Quand il s’agit de se lancer dans la composition pure et dure d’instrus, on remarque plusieurs écoles. Il y a d’abord les plus motivés qui fonctionnent en analogie, c’est-à-dire qu’ils composent leurs beats à l’aide de réels instruments de musique. Pour ce faire, il faut accompagner les instruments en question avec une carte son qui sera quant à elle associée au logiciel de MAO qu’on a sélectionné. Pour les fanas du synthé, il est totalement possible d’enregistrer directement son instru dans le synthétiseur avant de l’exporter ensuite dans son ordinateur personnel. L’avantage avec cette méthode en analogie, c’est que la qualité audio est meilleure. Le hic, en revanche, c’est qu’il est impossible de modifier les notes ayant été enregistrées. Autrement dit, mieux vaut ne pas se gourer quand on enregistre !

 

 

La seconde méthode, qui s’avère d’ailleurs être celle que j’utilise personnellement, est en midi. La différence majeure avec l’analogie, c’est que l’instrument qu’on utilise est entièrement virtuel et simulé. Cela nécessite tout de même de se munir d’un équipement, en l’occurrence d’un clavier maître (comme vous pouvez voir dans mes propres vidéos) et de quelques plugins audio. Le bon côté, contrairement à la méthode évoquée précédemment, c’est qu’on peut modifier les notes enregistrées à notre guise.

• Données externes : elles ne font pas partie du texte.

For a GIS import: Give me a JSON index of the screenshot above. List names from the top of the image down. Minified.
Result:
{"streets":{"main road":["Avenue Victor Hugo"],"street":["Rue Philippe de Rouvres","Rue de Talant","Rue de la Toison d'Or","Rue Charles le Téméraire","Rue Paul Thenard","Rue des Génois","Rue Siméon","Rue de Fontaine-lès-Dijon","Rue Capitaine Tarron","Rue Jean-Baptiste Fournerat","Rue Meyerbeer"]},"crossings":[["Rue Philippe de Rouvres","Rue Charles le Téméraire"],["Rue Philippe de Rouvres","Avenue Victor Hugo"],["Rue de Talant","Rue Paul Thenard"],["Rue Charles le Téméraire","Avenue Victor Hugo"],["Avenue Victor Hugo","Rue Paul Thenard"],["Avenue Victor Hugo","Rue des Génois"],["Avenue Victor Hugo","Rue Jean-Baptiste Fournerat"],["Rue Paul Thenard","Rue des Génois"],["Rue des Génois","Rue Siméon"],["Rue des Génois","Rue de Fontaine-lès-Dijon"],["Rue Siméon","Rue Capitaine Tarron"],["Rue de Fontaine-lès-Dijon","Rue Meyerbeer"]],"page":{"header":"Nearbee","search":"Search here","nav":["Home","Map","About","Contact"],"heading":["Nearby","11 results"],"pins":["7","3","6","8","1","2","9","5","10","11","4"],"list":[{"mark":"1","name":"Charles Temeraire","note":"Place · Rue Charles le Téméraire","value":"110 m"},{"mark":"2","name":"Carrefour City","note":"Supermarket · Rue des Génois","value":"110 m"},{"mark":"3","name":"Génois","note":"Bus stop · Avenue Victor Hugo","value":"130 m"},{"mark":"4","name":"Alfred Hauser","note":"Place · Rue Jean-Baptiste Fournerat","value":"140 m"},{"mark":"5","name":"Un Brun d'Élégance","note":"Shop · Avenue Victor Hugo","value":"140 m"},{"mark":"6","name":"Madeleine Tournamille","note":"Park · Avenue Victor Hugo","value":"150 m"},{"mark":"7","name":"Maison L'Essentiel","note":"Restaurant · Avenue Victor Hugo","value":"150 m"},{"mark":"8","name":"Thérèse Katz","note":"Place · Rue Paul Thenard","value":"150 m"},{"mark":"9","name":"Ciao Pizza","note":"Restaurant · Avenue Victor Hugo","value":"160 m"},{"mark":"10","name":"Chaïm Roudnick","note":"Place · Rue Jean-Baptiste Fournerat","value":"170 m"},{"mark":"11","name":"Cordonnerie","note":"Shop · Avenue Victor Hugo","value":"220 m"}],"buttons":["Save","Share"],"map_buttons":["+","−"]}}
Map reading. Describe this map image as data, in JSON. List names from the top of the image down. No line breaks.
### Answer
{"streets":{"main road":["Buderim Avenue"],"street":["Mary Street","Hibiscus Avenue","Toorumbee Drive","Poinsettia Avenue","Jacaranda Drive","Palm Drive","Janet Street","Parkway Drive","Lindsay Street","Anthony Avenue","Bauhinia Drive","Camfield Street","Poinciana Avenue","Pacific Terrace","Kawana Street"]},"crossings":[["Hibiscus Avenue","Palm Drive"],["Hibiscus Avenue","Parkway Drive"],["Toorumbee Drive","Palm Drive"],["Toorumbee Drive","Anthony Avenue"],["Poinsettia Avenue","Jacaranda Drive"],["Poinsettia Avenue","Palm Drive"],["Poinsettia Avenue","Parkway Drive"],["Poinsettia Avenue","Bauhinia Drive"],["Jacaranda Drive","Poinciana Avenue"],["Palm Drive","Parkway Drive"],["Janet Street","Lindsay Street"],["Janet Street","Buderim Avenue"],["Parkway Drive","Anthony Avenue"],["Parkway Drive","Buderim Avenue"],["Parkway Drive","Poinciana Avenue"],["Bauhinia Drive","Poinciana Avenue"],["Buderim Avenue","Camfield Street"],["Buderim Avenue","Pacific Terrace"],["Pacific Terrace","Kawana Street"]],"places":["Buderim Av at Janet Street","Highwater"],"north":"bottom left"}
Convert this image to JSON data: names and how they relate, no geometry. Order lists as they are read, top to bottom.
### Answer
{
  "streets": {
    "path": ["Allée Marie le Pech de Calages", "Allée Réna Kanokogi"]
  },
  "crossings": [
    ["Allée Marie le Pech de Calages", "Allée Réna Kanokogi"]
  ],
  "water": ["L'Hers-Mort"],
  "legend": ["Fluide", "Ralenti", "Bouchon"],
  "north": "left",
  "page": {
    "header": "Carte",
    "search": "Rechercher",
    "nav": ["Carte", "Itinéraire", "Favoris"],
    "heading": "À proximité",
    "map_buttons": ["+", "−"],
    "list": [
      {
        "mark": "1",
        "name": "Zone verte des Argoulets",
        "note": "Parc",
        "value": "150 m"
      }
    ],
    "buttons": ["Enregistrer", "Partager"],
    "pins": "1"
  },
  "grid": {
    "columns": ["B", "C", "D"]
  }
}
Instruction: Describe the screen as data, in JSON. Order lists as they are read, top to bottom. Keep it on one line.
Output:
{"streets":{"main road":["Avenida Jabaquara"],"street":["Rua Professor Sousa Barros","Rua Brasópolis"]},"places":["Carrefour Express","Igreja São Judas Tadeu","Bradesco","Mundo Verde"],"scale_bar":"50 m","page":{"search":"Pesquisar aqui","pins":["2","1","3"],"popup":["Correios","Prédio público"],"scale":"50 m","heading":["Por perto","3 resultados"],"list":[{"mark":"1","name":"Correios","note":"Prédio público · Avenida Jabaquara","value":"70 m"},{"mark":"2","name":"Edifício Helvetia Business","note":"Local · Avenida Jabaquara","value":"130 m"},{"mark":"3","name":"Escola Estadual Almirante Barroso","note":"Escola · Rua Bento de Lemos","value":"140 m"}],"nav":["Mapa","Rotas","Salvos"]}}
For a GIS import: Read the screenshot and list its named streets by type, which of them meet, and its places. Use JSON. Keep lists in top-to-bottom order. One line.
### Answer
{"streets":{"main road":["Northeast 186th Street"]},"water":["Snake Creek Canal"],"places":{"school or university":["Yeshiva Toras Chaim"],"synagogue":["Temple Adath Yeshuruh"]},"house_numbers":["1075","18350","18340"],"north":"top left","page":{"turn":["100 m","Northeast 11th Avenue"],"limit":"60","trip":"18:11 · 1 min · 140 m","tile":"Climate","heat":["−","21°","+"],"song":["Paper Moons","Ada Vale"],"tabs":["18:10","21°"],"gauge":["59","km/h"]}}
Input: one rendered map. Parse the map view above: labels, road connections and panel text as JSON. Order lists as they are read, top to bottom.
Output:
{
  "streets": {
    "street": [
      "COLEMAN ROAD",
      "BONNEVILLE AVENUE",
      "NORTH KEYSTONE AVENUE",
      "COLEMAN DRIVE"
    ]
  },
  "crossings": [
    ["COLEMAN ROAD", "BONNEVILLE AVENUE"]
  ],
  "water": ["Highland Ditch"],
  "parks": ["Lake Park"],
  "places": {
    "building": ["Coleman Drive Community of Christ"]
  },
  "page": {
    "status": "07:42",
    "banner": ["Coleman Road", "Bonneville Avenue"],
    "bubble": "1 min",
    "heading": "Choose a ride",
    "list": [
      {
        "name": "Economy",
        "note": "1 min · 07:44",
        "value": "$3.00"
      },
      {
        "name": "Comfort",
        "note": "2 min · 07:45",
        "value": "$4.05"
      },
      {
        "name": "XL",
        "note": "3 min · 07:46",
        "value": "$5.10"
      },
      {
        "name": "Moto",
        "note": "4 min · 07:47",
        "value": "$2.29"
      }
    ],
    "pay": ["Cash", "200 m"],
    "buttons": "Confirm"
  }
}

Bien entendu, vous l’aurez sans doute deviné, il est totalement possible d’allier les deux méthodes : on peut enregistrer des notes de guitare en analogie et ensuite y ajouter des sons de percussions réalisés en midi. Le beatmaking, c’est avant tout de la créativité donc libre à vous de déterminer la méthode de fonctionnement qui vous convient le mieux.

 

 

3. S’équiper en banques de sons

 

Une banque de sons, qu’est-ce que c’est ? Sans passer par quatre chemins, une banque de sons désigne un répertoire comprenant jusqu’à des milliers de beats et bruitages différents. Certaines peuvent être axées techno alors que d’autres sont davantage portées sur des sonorités afrobeat ou hip-hop. En clair, il existe des banques de sons pour tous les styles musicaux. Bien choisir sa banque de son joue alors un rôle primordial pour le beatmaker, puisqu’elle va contribuer à personnaliser ses intrus et participera à créer son propre univers.

 

 

Les logiciels de MAO possèdent une banque de sons déjà incrustée. Il est entièrement possible de s’en contenter bien que, personnellement, on tourne vite en rond et les différents sons sont vus et revus. Grâce à la magie d’Internet, on peut désormais mettre la main sur une multitude de banques de sons, proposant tout autant de samples audio et de plugins. Certaines sont gratuites, comme on en trouve sur la fameuse Sonothèque ou bien sur Music Radar, et d’autres sont payantes comme vous pouvez en voir sur certains sites.  Pour ceux que ça intéresse, j’ai regroupé tous les sons de mes reprises dans un pack que vous pouvez acheter ici. Je vais aussi tenter de vous partager régulièrement des liens pour télécharger des packs réalisés par d’autres beatmaker dans la catégorie SAMPLE PACK de ce site. Enfin, on peut créer ses propres banques de sons à l’aide de différents plugins, mais cela fera l’objet d’un tout autre article bien détaillé.

 

 

4. Avoir des (petites) bases en solfège

 

Les passionnés de musique ont déjà dû cumuler plusieurs leçons de solfège, donc ce qui va suivre risque de leur paraître redondant. Et pourtant, en connaître les bases est un gros avantage pour se propulser dans le monde du beatmaking. Tout d’abord, il faut avoir connaissance des accords. Pour les néophytes, un accord correspond au son obtenu en jouant plusieurs notes en même temps sur un clavier.

 

 

Parce que vous risquez d’être souvent confrontés à des notes aussi bien en anglais qu’en français, il est nécessaire de savoir leur équivalence :

Do = C
Ré = D
Mi = E
Fa = F
Sol = G
La = A
Si = B

On part déjà avec un bon point de départ. À noter qu’un accord peut être majeur ou mineur. Si un Do est majeur, on l’écrira tout simplement C. En revanche, s’il est mineur, on ajoutera un petit « m » à côté du C, ce qui donnera donc Cm. Cette règle est valable pour toutes les notes. Il existe ensuite deux notions récurrentes en solfège qu’il faut garder en mémoire : le dièse et le bémol. Alors que le premier augmente l’accord d’une tonalité, le second se charge de le baisser.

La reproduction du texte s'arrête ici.